Maybe it was that same ancient ontology (made durable and comfortable by the ritual of buy-and-sell), a sense of otherness persisting beyond the souks and the Khajuraho music transplanted to the far shore, that caused Satish to lean over the counter, to make his shy and clumsy offer of subsidizing a movie, as he thought, that might appeal to this customer’s discriminating taste—and to fill some hunger of his own: “About Eenjah,” he said, “something about Eenjah.”

Rowena Tiempo Torrevillas was born in Dumaguete City in 1951, the daughter of writers Edilberto Tiempo and Edith Tiempo. She received a BA in 1971, and an MA 1978, both in creative writing, from Silliman University, and went on to earn her Ph.D. in English Literature, also from Silliman. She worked for the International Writing Program at the University of Iowa as associate program coordinator, and for the university's English department as adjunct faculty. member.
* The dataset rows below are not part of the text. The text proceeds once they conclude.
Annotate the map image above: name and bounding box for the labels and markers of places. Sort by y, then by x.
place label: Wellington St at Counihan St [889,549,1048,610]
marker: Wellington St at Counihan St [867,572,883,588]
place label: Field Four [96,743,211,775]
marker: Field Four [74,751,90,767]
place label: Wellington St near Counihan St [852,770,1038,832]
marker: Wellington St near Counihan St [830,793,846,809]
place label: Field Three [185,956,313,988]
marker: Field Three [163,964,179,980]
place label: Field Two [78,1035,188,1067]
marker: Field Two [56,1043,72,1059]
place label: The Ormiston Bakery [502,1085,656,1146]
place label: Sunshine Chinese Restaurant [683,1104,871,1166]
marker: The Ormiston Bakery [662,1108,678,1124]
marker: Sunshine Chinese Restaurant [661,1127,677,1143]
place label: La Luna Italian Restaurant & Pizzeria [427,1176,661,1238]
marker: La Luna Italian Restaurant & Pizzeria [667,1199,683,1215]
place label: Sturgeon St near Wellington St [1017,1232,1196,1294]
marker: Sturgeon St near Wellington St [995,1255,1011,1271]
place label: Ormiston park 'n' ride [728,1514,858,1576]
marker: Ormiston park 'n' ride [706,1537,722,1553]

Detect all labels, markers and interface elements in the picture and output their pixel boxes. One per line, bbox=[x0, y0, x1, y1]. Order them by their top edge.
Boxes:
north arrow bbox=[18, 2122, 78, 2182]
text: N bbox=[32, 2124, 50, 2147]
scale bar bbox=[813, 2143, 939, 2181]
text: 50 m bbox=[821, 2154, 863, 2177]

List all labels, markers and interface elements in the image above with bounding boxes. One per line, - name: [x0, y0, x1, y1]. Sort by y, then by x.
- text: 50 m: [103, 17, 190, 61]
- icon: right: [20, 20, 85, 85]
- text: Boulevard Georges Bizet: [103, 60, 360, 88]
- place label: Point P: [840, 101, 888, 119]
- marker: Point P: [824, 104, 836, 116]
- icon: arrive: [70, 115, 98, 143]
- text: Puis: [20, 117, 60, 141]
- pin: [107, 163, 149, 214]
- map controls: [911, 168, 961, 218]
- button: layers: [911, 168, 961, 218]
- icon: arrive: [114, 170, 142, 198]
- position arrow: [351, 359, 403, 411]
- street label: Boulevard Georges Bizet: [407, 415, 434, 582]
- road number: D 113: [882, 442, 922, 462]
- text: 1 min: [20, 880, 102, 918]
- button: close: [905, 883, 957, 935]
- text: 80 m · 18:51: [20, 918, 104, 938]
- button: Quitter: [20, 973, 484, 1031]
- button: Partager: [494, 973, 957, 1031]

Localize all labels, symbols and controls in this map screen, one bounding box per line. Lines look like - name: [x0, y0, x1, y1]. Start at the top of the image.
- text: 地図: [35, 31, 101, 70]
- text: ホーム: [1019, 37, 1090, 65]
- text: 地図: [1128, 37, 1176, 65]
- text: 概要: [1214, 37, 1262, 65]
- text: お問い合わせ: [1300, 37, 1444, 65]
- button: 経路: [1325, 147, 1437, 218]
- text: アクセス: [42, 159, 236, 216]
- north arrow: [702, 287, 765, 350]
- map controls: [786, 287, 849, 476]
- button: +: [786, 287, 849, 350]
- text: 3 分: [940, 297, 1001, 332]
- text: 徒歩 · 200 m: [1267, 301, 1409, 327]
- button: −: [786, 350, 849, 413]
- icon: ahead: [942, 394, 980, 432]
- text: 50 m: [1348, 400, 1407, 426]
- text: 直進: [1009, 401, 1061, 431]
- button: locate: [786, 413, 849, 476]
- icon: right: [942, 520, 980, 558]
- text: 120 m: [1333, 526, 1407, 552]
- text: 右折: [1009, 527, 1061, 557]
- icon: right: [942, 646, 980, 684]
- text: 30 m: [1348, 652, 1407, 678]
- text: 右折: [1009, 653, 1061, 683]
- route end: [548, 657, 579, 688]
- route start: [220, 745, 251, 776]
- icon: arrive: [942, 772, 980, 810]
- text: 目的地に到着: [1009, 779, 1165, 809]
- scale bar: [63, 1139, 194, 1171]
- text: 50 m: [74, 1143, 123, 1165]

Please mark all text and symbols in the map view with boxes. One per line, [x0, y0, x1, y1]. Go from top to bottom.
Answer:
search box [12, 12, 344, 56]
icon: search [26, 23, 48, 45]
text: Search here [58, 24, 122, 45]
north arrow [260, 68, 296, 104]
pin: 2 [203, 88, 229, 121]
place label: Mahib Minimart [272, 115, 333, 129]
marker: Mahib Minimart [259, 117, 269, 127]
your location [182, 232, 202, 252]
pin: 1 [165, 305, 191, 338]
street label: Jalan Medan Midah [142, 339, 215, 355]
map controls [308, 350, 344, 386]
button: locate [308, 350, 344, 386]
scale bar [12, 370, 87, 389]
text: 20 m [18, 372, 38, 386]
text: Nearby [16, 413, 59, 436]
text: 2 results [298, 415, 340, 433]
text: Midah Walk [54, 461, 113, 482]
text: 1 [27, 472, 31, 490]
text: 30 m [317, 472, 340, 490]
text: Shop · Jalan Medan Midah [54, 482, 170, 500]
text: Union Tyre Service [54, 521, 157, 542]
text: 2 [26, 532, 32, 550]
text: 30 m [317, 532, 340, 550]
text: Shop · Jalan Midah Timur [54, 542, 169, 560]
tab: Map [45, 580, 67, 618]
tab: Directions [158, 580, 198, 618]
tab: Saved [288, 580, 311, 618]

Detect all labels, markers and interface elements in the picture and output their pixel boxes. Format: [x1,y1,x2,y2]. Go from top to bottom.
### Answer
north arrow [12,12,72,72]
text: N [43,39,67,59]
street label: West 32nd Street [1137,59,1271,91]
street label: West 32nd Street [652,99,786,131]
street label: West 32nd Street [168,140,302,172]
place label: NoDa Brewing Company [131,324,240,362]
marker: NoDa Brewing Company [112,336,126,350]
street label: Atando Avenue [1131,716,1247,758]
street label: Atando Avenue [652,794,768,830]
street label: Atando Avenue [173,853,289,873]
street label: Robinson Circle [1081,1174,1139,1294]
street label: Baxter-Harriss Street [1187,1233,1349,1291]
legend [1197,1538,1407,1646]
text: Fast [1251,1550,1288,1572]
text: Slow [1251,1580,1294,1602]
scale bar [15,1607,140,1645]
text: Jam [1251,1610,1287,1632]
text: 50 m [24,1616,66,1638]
She has won several Palanca Awards for her fiction and poetry, and was the recipient of the Distinguished Author Award from the Writers Union of the Philippines, as well as the National Book Award. Her books include Upon the Willows and Other Stories [1980], The World Comes to Iowa: Iowa International Anthology [1987, co-edited with Paul Engle and Hualing Nieh Engle], Mountain Sacraments [1991], Flying Over Kansas: Personal Views [1999], and The Sea Gypsies Stay [1999]. She was former director-in-residence of the Silliman University National Writer's Workshop.